= Beginning of Section =

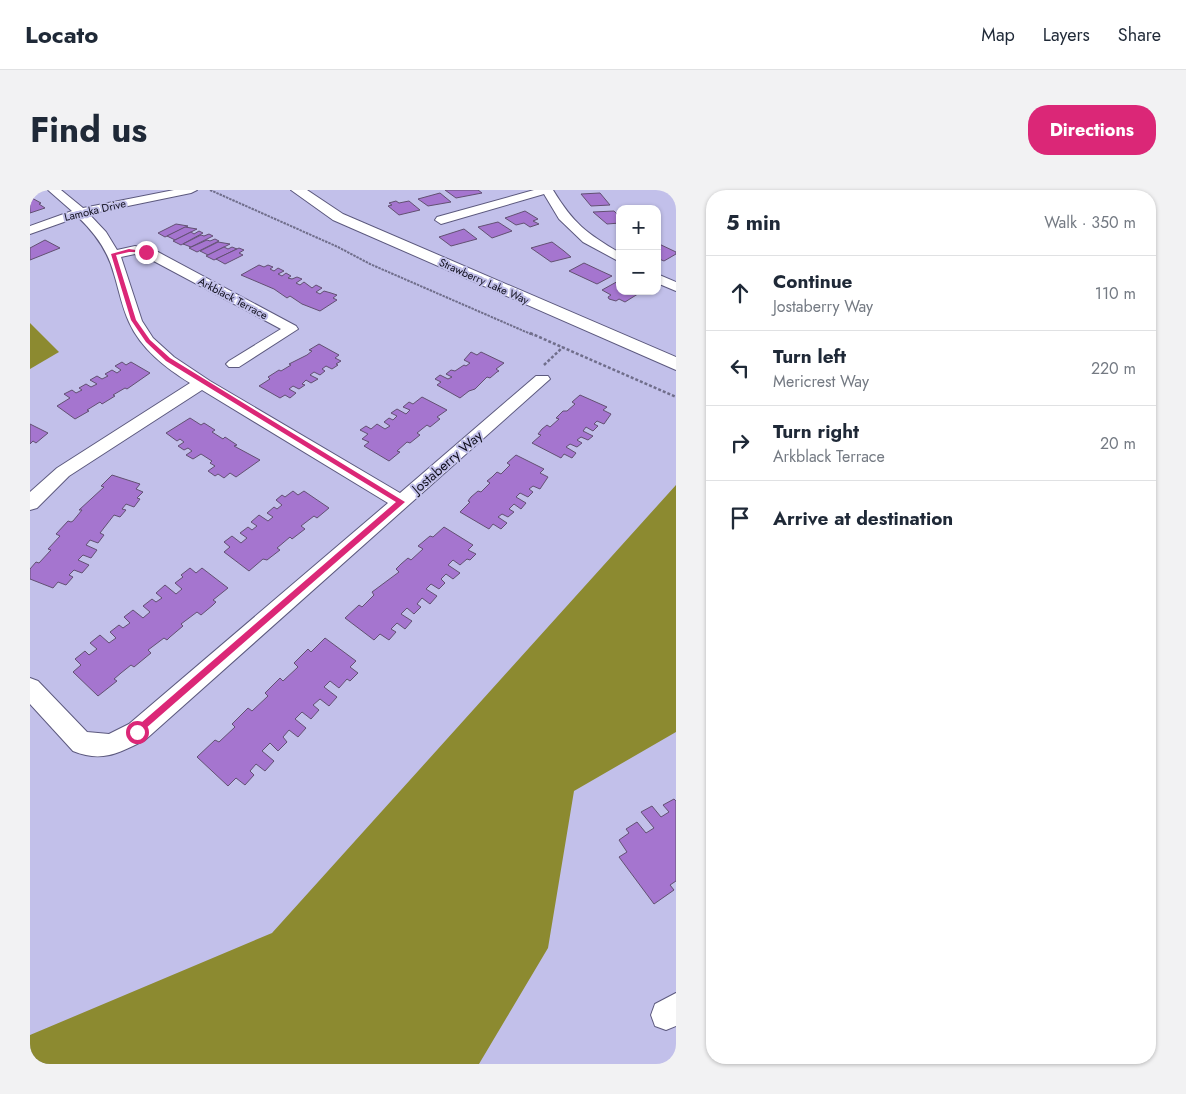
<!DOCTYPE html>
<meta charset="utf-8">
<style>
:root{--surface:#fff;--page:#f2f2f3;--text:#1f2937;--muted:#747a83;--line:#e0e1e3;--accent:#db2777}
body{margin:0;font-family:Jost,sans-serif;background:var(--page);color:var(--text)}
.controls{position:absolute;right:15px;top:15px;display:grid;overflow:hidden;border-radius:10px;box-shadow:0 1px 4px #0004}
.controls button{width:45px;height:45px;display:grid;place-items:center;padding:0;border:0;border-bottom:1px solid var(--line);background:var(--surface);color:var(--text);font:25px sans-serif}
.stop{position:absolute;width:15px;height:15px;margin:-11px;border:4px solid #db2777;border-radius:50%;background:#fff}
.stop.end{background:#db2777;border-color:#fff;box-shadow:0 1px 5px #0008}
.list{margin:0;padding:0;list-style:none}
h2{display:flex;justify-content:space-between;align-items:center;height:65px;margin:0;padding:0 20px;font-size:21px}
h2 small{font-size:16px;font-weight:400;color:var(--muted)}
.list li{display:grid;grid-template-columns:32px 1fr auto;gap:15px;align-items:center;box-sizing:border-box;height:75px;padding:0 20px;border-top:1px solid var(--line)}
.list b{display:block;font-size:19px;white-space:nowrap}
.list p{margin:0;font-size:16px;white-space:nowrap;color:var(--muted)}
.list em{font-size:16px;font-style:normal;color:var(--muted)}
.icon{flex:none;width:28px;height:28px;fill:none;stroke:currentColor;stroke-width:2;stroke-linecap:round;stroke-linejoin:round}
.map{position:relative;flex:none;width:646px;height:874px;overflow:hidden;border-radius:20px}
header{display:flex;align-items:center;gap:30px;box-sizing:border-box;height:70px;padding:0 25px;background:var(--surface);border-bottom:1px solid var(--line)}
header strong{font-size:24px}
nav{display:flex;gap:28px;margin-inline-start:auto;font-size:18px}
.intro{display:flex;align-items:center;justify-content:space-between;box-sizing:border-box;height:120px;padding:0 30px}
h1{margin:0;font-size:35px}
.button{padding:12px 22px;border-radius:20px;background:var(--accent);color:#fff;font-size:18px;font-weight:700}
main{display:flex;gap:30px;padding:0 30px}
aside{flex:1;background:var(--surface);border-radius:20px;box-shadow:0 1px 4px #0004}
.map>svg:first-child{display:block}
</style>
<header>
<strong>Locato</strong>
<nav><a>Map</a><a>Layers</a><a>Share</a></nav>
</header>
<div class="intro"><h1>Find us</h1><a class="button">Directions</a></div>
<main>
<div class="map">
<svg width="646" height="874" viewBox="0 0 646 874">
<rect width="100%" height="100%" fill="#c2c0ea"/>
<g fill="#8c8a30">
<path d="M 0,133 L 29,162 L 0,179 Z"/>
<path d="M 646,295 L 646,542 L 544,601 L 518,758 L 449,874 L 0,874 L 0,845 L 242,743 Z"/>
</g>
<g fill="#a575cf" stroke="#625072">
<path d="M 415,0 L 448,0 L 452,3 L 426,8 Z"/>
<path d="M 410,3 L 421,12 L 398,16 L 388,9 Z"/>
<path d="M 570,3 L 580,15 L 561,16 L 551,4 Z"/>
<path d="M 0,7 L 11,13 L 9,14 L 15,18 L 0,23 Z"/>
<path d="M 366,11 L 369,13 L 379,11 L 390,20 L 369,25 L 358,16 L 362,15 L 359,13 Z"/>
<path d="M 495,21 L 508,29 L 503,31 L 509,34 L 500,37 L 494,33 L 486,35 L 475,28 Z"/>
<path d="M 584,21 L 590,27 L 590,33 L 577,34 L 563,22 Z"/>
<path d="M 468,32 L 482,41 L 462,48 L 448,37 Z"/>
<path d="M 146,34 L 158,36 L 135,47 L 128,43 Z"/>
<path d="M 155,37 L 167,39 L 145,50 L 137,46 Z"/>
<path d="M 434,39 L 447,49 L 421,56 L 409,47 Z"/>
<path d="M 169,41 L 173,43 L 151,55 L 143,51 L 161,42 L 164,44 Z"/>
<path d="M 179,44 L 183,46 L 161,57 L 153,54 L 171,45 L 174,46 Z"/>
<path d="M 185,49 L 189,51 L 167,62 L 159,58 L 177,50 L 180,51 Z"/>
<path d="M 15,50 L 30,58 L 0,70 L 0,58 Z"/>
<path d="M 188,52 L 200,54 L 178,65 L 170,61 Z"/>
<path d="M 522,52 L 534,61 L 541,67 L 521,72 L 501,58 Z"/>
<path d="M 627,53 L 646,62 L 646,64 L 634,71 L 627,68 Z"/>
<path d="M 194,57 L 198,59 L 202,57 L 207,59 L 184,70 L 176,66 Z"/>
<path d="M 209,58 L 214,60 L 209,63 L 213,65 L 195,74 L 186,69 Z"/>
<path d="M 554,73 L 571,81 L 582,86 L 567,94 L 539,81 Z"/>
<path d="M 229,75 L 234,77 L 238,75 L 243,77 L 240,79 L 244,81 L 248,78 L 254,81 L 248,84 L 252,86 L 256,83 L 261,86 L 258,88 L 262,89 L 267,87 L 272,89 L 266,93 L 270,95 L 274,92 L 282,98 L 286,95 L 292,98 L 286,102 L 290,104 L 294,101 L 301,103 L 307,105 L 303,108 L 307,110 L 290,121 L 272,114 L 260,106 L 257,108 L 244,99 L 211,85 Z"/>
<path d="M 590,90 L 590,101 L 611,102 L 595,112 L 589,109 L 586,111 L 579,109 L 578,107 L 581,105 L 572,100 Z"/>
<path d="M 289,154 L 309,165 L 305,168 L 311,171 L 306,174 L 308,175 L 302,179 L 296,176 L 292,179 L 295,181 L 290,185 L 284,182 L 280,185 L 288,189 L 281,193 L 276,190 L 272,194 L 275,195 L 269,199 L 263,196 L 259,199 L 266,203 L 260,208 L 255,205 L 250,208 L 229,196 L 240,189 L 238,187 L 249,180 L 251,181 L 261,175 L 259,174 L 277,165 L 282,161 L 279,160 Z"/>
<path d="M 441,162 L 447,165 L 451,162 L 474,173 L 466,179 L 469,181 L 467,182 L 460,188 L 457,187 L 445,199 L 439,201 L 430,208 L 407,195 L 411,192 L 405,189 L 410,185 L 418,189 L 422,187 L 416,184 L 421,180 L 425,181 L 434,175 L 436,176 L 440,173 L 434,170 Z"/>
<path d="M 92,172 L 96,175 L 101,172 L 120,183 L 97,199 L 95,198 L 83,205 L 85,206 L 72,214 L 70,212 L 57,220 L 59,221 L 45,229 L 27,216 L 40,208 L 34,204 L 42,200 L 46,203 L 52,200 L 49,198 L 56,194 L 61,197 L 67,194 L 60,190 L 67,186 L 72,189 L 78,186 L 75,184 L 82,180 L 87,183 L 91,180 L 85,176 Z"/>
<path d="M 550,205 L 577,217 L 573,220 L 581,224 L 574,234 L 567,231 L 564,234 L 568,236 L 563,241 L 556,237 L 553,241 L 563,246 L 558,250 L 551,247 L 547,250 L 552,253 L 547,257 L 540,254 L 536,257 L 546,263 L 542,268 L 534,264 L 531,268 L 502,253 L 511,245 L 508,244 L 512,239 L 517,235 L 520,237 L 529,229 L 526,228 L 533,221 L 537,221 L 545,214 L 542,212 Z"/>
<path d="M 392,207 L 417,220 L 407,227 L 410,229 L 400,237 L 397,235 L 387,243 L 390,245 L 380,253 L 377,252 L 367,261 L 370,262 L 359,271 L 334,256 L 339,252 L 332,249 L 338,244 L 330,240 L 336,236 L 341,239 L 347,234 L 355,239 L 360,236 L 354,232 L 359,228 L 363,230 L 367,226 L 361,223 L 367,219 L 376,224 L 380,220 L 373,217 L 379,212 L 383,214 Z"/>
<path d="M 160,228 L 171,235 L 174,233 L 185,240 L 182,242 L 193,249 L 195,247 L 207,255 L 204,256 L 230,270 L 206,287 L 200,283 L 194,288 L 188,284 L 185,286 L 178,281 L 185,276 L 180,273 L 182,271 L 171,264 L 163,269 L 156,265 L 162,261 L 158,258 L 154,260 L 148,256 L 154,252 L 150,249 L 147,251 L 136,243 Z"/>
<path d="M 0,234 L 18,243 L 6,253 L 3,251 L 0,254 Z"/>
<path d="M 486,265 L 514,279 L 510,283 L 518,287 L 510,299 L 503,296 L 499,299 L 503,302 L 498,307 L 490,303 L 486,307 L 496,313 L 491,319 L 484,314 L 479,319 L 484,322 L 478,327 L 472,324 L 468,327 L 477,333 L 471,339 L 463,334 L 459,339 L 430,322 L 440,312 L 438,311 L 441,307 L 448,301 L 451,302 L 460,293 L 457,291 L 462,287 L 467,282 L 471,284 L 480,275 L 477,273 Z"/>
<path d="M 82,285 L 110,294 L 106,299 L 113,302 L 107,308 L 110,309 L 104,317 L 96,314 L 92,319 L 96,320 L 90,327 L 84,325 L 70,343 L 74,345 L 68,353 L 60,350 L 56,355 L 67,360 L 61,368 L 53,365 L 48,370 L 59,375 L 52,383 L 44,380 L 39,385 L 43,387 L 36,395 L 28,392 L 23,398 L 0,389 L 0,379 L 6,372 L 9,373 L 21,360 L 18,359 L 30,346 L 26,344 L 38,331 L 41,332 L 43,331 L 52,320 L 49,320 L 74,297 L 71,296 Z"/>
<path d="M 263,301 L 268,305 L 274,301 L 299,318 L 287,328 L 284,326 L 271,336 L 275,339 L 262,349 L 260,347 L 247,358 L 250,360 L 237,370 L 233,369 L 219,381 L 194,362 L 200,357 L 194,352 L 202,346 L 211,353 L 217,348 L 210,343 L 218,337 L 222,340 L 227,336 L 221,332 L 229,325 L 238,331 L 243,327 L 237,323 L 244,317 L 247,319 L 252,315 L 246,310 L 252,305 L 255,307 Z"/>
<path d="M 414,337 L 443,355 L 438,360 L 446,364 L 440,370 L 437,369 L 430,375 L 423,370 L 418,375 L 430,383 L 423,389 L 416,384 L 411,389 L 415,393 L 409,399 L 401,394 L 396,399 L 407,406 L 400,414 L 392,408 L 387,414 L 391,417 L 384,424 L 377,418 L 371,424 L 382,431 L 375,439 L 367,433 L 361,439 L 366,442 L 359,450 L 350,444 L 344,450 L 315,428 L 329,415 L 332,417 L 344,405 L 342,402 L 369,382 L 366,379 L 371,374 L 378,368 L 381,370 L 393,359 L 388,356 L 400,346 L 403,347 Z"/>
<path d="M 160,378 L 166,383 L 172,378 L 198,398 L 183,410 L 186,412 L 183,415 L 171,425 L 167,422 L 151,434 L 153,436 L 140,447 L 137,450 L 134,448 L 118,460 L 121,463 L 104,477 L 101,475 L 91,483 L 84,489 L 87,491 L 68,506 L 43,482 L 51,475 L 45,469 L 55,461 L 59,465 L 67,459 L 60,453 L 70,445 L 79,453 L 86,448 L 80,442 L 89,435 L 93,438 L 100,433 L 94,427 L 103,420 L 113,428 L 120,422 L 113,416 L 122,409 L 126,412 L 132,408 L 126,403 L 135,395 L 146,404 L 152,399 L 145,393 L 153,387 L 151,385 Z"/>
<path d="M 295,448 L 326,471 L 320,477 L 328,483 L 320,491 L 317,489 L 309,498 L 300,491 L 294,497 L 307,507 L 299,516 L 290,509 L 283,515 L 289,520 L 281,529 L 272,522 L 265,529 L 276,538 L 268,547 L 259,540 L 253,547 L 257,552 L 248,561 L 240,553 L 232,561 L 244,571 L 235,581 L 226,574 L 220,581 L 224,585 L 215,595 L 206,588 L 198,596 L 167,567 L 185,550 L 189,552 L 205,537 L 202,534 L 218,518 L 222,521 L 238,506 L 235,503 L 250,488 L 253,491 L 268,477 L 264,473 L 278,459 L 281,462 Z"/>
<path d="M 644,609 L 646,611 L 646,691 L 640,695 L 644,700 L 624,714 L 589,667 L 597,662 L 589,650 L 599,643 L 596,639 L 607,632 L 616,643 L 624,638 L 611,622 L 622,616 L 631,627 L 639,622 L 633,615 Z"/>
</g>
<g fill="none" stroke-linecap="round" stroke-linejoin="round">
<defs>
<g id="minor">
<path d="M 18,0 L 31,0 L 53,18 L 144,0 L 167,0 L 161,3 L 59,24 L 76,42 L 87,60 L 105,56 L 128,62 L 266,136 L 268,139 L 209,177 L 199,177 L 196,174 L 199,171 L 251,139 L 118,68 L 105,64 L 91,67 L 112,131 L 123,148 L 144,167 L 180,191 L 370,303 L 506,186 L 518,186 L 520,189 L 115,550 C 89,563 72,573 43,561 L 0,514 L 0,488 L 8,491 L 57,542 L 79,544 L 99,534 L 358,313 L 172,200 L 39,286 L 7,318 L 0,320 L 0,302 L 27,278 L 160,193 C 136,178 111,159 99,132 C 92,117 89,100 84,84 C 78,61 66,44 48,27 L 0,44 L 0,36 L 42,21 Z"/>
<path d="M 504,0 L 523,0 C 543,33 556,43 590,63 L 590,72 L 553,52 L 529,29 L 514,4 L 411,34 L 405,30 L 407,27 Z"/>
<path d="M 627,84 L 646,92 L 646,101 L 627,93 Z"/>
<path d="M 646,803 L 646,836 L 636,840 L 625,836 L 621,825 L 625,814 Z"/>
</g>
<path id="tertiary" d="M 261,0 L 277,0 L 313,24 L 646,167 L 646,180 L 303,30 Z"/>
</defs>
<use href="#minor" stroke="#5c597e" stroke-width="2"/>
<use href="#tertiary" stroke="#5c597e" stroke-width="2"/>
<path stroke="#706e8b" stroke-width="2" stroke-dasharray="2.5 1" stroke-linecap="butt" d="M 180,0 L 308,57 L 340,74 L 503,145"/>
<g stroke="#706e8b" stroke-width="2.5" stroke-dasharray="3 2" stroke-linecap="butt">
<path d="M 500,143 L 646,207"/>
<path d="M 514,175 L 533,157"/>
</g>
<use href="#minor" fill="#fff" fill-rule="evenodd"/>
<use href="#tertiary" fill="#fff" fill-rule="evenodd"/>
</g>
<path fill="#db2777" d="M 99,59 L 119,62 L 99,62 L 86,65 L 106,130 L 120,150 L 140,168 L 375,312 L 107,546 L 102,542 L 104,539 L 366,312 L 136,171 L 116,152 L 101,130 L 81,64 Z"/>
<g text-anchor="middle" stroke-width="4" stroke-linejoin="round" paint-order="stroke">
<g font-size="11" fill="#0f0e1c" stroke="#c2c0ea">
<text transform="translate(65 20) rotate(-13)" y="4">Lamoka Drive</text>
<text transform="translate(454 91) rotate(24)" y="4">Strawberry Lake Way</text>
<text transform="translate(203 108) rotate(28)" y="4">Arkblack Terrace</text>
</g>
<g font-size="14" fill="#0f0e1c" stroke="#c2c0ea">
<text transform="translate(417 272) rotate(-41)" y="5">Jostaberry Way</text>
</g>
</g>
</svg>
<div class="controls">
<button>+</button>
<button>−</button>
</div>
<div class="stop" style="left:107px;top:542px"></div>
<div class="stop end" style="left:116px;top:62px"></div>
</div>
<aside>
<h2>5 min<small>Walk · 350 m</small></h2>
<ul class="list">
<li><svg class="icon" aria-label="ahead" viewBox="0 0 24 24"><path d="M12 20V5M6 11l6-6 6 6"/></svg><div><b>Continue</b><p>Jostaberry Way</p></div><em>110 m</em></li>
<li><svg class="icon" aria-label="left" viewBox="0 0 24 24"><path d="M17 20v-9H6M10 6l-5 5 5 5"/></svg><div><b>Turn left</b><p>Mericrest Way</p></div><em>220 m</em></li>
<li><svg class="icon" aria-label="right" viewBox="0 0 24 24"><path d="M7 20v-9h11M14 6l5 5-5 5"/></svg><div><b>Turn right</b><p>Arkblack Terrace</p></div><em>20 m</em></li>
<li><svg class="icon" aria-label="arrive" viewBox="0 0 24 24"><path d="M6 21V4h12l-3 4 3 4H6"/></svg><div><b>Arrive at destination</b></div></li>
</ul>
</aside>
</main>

= End of Section =

**Assigned task:** Only the lines containing "accent" are needed; copy each of them from the data.

**Output for this exercise:**
:root{--surface:#fff;--page:#f2f2f3;--text:#1f2937;--muted:#747a83;--line:#e0e1e3;--accent:#db2777}
.button{padding:12px 22px;border-radius:20px;background:var(--accent);color:#fff;font-size:18px;font-weight:700}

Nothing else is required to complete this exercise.